*What you have to do*.
Check each line of the listing for the string "align", then state how many lines have it. Only the number is wanted.

Recorded data section start

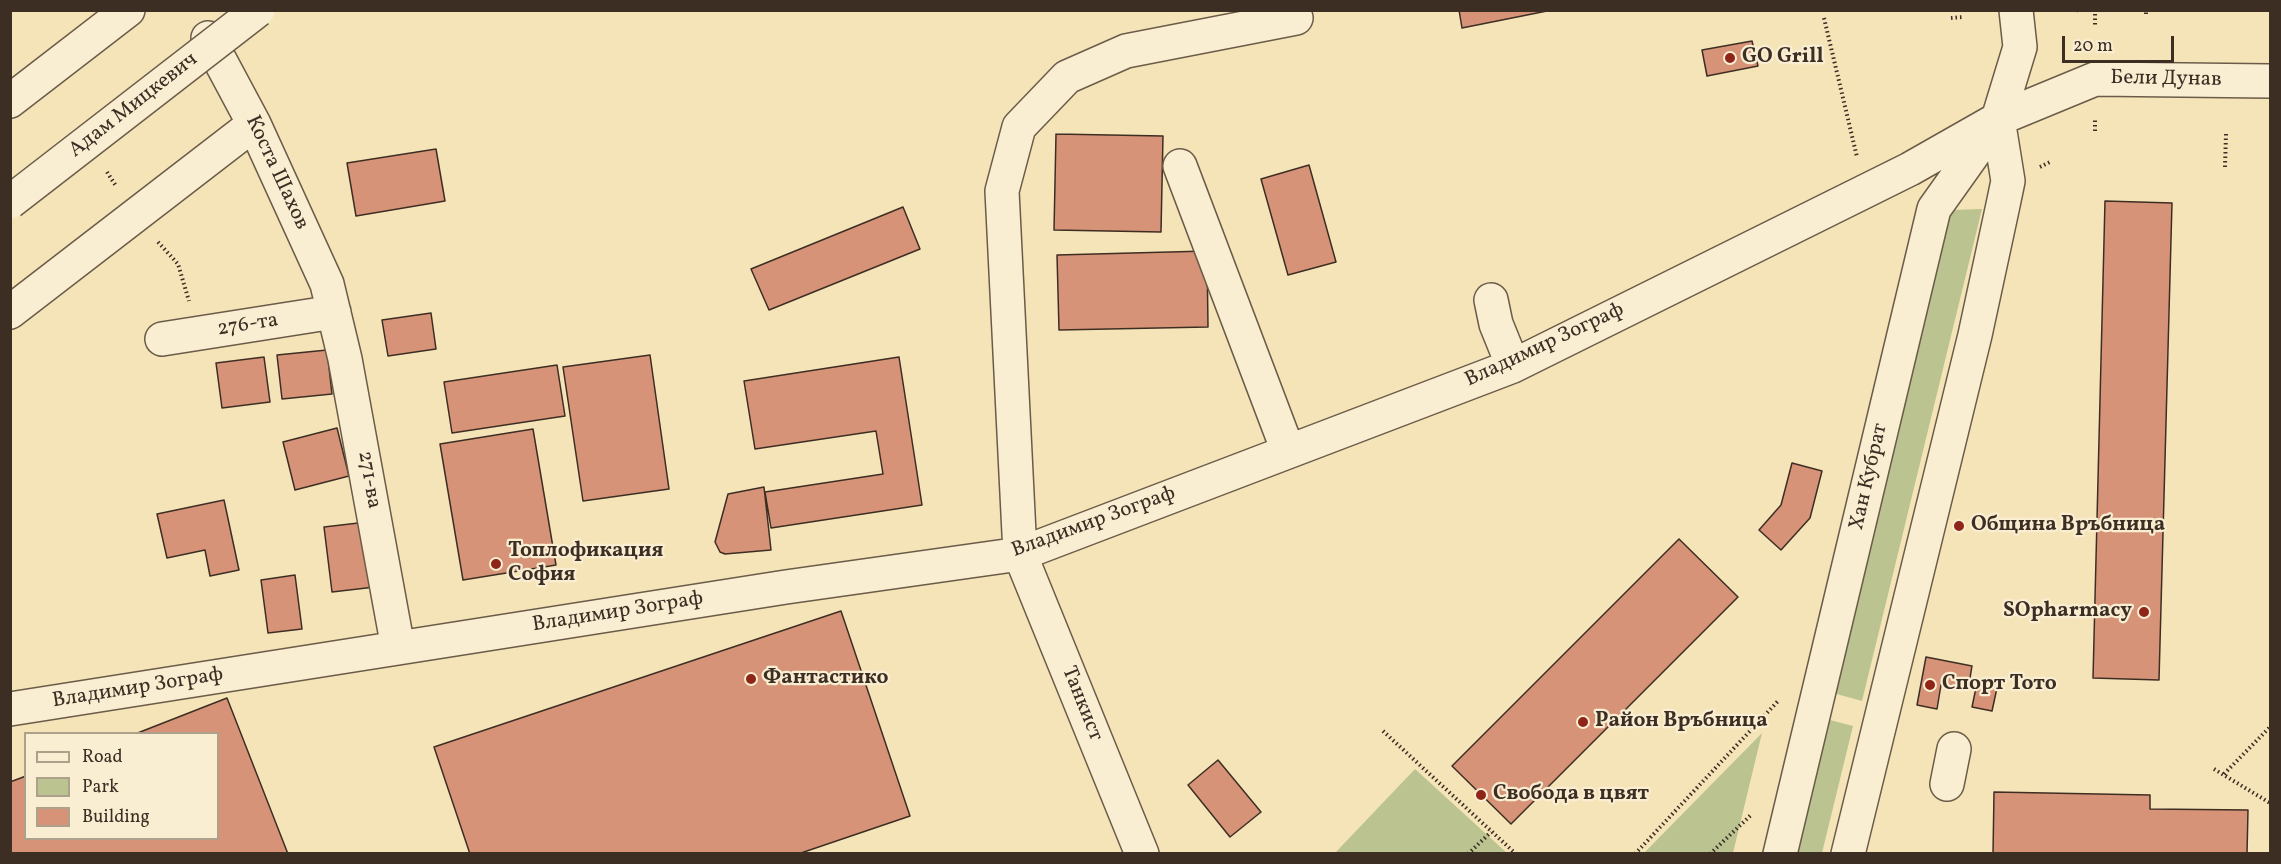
<!DOCTYPE html>
<meta charset="utf-8">
<style>
body{margin:0}
#map{position:relative;width:2281px;height:864px;overflow:hidden;background:#f6e4b9;font-family:Vollkorn,serif}
canvas{display:block}
.frame{position:absolute;inset:0;border:12px solid #3d2e24;pointer-events:none}
.legend{position:absolute;left:24px;top:732px;width:195px;height:108px;box-sizing:border-box;background:#f9edd2;border:2px solid #aea18c;margin:0;padding:8px 10px;list-style:none;font-size:18px;color:#3d2e24}
.legend li{display:flex;align-items:center;gap:12px;height:30px}
.legend b{width:30px;border:2px solid #aea18c}
.scale{position:absolute;left:2062px;top:36px;width:112px;height:27px;box-sizing:border-box;border:3px solid #3d2e24;border-top:0;padding-left:8px;font-size:18px;line-height:21px;white-space:nowrap;color:#3d2e24;-webkit-text-stroke:4px #f9edd2;paint-order:stroke}
</style>
<div id="map">
<canvas width="2281" height="864"></canvas>
<div class="frame"></div>
<ul class="legend">
<li><b style="height:8px;background:#f9edd2"></b>Road</li>
<li><b style="height:16px;background:#bbc490"></b>Park</li>
<li><b style="height:16px;background:#d69377"></b>Building</li>
</ul>
<div class="scale">20 m</div>
</div>
<script>
const g = document.querySelector('canvas').getContext('2d');
g.lineJoin = 'round';
function fillPath(path, color) {
  g.fillStyle = color;
  g.fill(path, 'evenodd');
}
function toPath(rows) {
  const path = new Path2D();
  for (const r of rows) {
    path.moveTo(r[0], r[1]);
    for (let i = 2; i < r.length; i += 2) path.lineTo(r[i], r[i + 1]);
  }
  return path;
}
function trace(path, color, width, dash) {
  g.strokeStyle = color;
  g.lineWidth = width;
  g.lineCap = dash ? 'butt' : 'round';
  g.setLineDash(dash || []);
  g.stroke(path);
}
function drawText(font, color, halo, rows, align = 'center') {
  g.font = font + ' Vollkorn,serif';
  g.lineWidth = 4.5;
  g.setLineDash([]);
  g.textBaseline = 'middle';
  g.strokeStyle = halo;
  g.fillStyle = color;
  for (const [text, x, y, turn = 0] of rows) {
    g.save();
    g.translate(x, y);
    g.rotate((+turn || 0) * Math.PI / 180);
    g.textAlign = isNaN(turn) ? turn : align;
    if (halo) g.strokeText(text, 0, 0);
    g.fillText(text, 0, 0);
    g.restore();
  }
}
fillPath(toPath([
 [1982,209,1862,701,1833,693,1951,210],
 [1830,720,1853,726,1822,853,1798,853],
 [1762,733,1733,853,1644,853],
 [1415,769,1507,853,1335,853]
]), '#bbc490');
const building = toPath([
 [1459,10,1552,10,1462,28,1459,10],
 [1752,41,1758,66,1707,76,1702,50,1752,41],
 [1056,134,1163,136,1161,232,1054,230,1056,134],
 [436,149,445,201,356,216,347,163,436,149],
 [1309,165,1336,262,1288,275,1261,179,1309,165],
 [2105,201,2172,203,2159,680,2093,678,2105,201],
 [903,207,920,249,769,310,751,269,903,207],
 [1207,251,1208,327,1059,330,1057,255,1207,251],
 [431,313,436,349,388,356,382,320,431,313],
 [327,350,332,394,282,399,277,355,327,350],
 [650,355,669,489,583,501,563,367,650,355],
 [264,357,270,402,222,408,216,363,264,357],
 [899,357,922,505,771,528,765,492,883,474,876,431,755,449,744,381,899,357],
 [557,365,565,416,452,433,444,382,557,365],
 [337,428,349,476,295,490,283,442,337,428],
 [533,429,556,565,463,580,440,444,533,429],
 [1792,463,1822,471,1810,518,1781,550,1759,530,1781,505,1792,463],
 [764,487,771,550,725,554,720,552,715,542,728,494,764,487],
 [224,500,239,570,210,576,205,550,167,558,157,514,224,500],
 [367,522,375,587,332,592,324,527,367,522],
 [1679,539,1738,597,1511,824,1452,766,1679,539],
 [295,575,302,629,268,633,261,580,295,575],
 [841,611,910,816,798,854,470,854,434,747,841,611],
 [1926,657,1972,666,1968,690,1941,685,1937,709,1917,705,1926,657],
 [1977,683,1997,688,1992,711,1972,707,1977,683],
 [227,698,288,854,10,854,10,782,26,776,26,838,218,838,218,734,135,734,227,698],
 [1218,760,1261,812,1230,837,1188,785,1218,760],
 [1994,792,2150,795,2150,809,2248,810,2247,854,1993,854,1994,792]
]);
fillPath(building, '#d69377');
trace(building, '#3d2e24', 1.5);
const minor = toPath([
 [208,38,254,124,327,284,345,359,398,648],
 [10,101,128,10],
 [1180,166,1288,451],
 [1491,300,1496,324,1513,366],
 [10,312,254,124],
 [162,339,334,312],
 [10,709,786,587,1020,554,1513,366,1910,169,1998,119,2095,79,2270,81],
 [1947,784,1954,749],
 [1142,854,1020,554,1002,191,1019,127,1067,77,1126,51,1296,18],
 [1780,854,1934,209,1998,119,2020,47,2016,10],
 [1848,854,1975,335,2003,205,2008,181,1998,119]
]);
trace(minor, '#6b5c49', 36);
trace(toPath([
 [1853,10,1853,13],
 [2076,11,2077,10],
 [2095,14,2095,26],
 [2146,14,2146,10],
 [1824,18,1857,157],
 [1951,18,1963,17],
 [2095,131,2095,119],
 [2040,167,2050,162],
 [2225,167,2226,134],
 [107,172,116,186],
 [158,242,178,264,189,301],
 [1383,731,1516,854],
 [2214,769,2270,803],
 [2224,774,2270,727],
 [1468,854,1491,832],
 [1635,854,1779,700],
 [1710,854,1752,814]
]), '#3d2e24', 4, [1.5, 3]);
trace(minor, '#f9edd2', 33);
const minorBridge = toPath([
 [10,202,258,10]
]);
trace(minorBridge, '#6b5c49', 36, []);
trace(minorBridge, '#f9edd2', 33);
for (const [x, y, r, color] of [
 [1730,58,6,"#8f2418"],
 [1959,526,6,"#8f2418"],
 [496,564,6,"#8f2418"],
 [2144,612,6,"#8f2418"],
 [751,679,6,"#8f2418"],
 [1930,685,6,"#8f2418"],
 [1583,722,6,"#8f2418"],
 [1481,795,6,"#8f2418"]
]) {
  const dot = new Path2D();
  dot.arc(x, y, r, 0, 2 * Math.PI);
  g.fillStyle = color;
  g.fill(dot);
  trace(dot, '#f9edd2', 2);
}
drawText('bold 21px', '#3d2e24', '#f9edd2', [
 ["GO Grill",1742,58],
 ["Община Връбница",1971,526],
 ["Топлофикация",508,552],
 ["София",508,576],
 ["SOpharmacy",2132,612,"right"],
 ["Фантастико",763,679],
 ["Спорт Тото",1942,685],
 ["Район Връбница",1595,722],
 ["Свобода в цвят",1493,795]
], 'left');
drawText('21px', '#3d2e24', '#f9edd2', [
 ["Бели Дунав",2166,80,1],
 ["Адам Мицкевич",134,106,-38],
 ["Коста Шахов",276,173,65],
 ["276-та",248,326,-9],
 ["Владимир Зограф",1545,346,-25],
 ["Хан Кубрат",1870,477,-77],
 ["271-ва",368,480,80],
 ["Владимир Зограф",1094,523,-20],
 ["Владимир Зограф",618,613,-9],
 ["Владимир Зограф",138,689,-9],
 ["Танкист",1081,704,68]
]);
</script>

Recorded data section end

*Exercise solution*.
3